Three Strikes Against a Claim
As they say in baseball, three strikes and you are out.
In looking to bring a claim against an estate, an adoptive child may be pursuing a lost cause because:
You’re an Adult
The 1975 Act gives some weight to claims from dependent children. Adult children face a steep challenge to prove they deserve more than they were left from an estate. Courts rarely award substantial sums to adult children unless they can demonstrate exceptional financial dependency or special circumstances.
No Financial Provision in Life
In death as in life. My understanding of inheritance law is that people should provide in death for those they support in life. Your biological parents made no financial provision for you during their lifetime because you were raised by your adoptive family. Therefore, a court would struggle to justify their estate providing for you after death.
The Adoption Severed Your Legal Relationship
Once your adoption was finalized, the law treated your biological parent as having no closer relationship to you than they have with your next-door neighbour. They had no obligation to support you.
We’ll close the book on this subject, but not before we examine the slender exceptions established by the 2014 Act.
The Exception: Changes in 2014
The Inheritance and Trustees’ Powers Act 2014 introduced the principle of contingency. It merely clarified an anomaly. The meaning of the act to our purpose is that a child who was going to inherit would NOT lose the inheritance because of adoption.
To adduce an exemplar: Rafik is a single parent. He dies intestate. His daughter would have been entitled to inherit from Rafik under the rules of intestacy. The daughter is adopted a few months after. By the 2014 Act, the child’s inheritance right existed on Rafik’s death therefore the adoption would not extinguish the child’s inheritance rights.
The child’s ability to inherit from its adoptive parents is intact.
When You Can Claim
To clarify when claims are possible, let’s look at some scenarios:
Scenario 1: Stepchild
You were raised by your stepfather but never formally adopted. Your stepfather dies.

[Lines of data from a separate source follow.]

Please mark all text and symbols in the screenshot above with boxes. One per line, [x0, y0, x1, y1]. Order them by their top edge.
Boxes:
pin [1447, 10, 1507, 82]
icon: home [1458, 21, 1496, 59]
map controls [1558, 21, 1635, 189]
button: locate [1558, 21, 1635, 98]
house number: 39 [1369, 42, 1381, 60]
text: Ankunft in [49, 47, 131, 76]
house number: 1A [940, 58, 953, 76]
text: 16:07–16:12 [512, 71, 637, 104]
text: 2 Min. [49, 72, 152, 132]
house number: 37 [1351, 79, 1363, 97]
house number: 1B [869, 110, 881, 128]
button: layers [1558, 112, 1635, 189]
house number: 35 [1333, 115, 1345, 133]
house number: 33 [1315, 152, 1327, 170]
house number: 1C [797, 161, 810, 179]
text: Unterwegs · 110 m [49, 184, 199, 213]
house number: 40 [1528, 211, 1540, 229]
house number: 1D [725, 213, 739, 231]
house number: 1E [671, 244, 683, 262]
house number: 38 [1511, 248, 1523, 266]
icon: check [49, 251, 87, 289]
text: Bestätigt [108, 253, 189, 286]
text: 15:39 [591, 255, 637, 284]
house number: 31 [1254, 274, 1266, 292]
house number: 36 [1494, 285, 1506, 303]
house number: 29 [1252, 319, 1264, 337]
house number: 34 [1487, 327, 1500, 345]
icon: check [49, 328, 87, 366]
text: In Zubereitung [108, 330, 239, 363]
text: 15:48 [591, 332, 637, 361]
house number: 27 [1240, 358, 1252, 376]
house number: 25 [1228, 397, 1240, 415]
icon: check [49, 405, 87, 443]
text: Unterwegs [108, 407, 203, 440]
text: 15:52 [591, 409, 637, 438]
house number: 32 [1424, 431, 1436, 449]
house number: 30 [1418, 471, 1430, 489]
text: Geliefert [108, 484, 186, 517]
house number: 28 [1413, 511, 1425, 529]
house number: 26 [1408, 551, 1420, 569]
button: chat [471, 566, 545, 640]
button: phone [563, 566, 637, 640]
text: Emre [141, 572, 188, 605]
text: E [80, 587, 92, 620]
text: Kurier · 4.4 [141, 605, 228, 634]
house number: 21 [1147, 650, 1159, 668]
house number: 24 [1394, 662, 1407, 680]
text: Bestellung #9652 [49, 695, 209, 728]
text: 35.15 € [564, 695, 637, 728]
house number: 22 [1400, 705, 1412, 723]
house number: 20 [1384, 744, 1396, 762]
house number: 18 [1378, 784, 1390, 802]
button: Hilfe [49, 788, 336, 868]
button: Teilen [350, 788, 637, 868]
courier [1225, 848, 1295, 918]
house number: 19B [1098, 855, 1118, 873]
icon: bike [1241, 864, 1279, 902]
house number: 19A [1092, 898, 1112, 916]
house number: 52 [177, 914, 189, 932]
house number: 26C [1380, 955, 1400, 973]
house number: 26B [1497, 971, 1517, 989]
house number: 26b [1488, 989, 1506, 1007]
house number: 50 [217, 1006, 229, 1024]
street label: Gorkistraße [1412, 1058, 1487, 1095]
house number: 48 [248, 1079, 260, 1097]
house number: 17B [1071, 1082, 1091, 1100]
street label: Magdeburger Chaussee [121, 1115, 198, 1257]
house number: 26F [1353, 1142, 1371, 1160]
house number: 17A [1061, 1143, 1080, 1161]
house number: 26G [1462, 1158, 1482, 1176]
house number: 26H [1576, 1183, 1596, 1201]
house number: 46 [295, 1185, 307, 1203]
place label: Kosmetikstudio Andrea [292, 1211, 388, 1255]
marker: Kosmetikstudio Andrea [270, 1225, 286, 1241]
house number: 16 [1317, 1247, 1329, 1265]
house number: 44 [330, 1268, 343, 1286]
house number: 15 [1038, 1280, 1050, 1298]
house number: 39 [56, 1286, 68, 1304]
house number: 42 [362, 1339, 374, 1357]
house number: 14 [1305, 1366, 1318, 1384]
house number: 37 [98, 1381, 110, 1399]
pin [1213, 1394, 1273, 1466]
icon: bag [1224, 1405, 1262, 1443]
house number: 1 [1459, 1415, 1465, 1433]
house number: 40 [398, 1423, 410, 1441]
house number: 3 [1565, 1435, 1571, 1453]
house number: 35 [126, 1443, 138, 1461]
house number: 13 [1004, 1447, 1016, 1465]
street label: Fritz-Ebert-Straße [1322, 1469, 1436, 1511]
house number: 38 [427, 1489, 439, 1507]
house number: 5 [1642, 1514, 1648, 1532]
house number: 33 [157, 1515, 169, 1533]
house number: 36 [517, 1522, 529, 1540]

You could claim under the 1975 Act if you can prove you were “treated as a child of the family.”
Scenario 2: Foster Child Treated as Family
You were in long-term foster care, and your foster parents treated you as their daughter for 15 years. You could claim under the 1975 Act based on being “treated as a child of the family.”
Protecting Your Family
If you’re part of an adoptive family or a blended family, these steps can prevent inheritance disputes:
1. Write a Will
If you want to provide for adopted children or stepchildren, state this in your will.
2. Communicate Your Intentions
Don’t leave inheritance surprises. Discuss your wishes and intentions with your family. Explain how your estate will be divided and why.
3. Special Considerations for Blended Families
In all cases, but particularly if you are part of a blended family, treat beneficiaries in your will as individuals – specify the relationship rather than treat the beneficiaries as a group. For instance write ‘my daughter Janet, my son Jon my step-daughter Janice’ rather than ‘my children’.
4. Use Trusts for Complex Situations
For complicated family arrangements, consider establishing a trust. A trust can specify who benefits and when, bypassing many inheritance disputes.
5. Update Documents Regularly
Life changes. When your family situation changes through remarriage, adoption, or birth, update your will and estate documents accordingly.
Conclusion
Adoptive children seeking to claim part of the biological parents’ estates are on to a sticky wicket. Outside the slender exceptions provided by the 2014 Act, such claims are destined to failure.
In the final analysis, for good or for ill, you biological parents gave you up for adoption. They did not provide for you financially in their lifetimes. By my understanding of the rules of inheritance, as they were not obliged to provide for you in their lifetimes, they’ve no obligation to provide for you on death.
The best advice in a complex inheritance situation involving adoption or blended family circumstances, get professional advice. Every family’s situation is unique.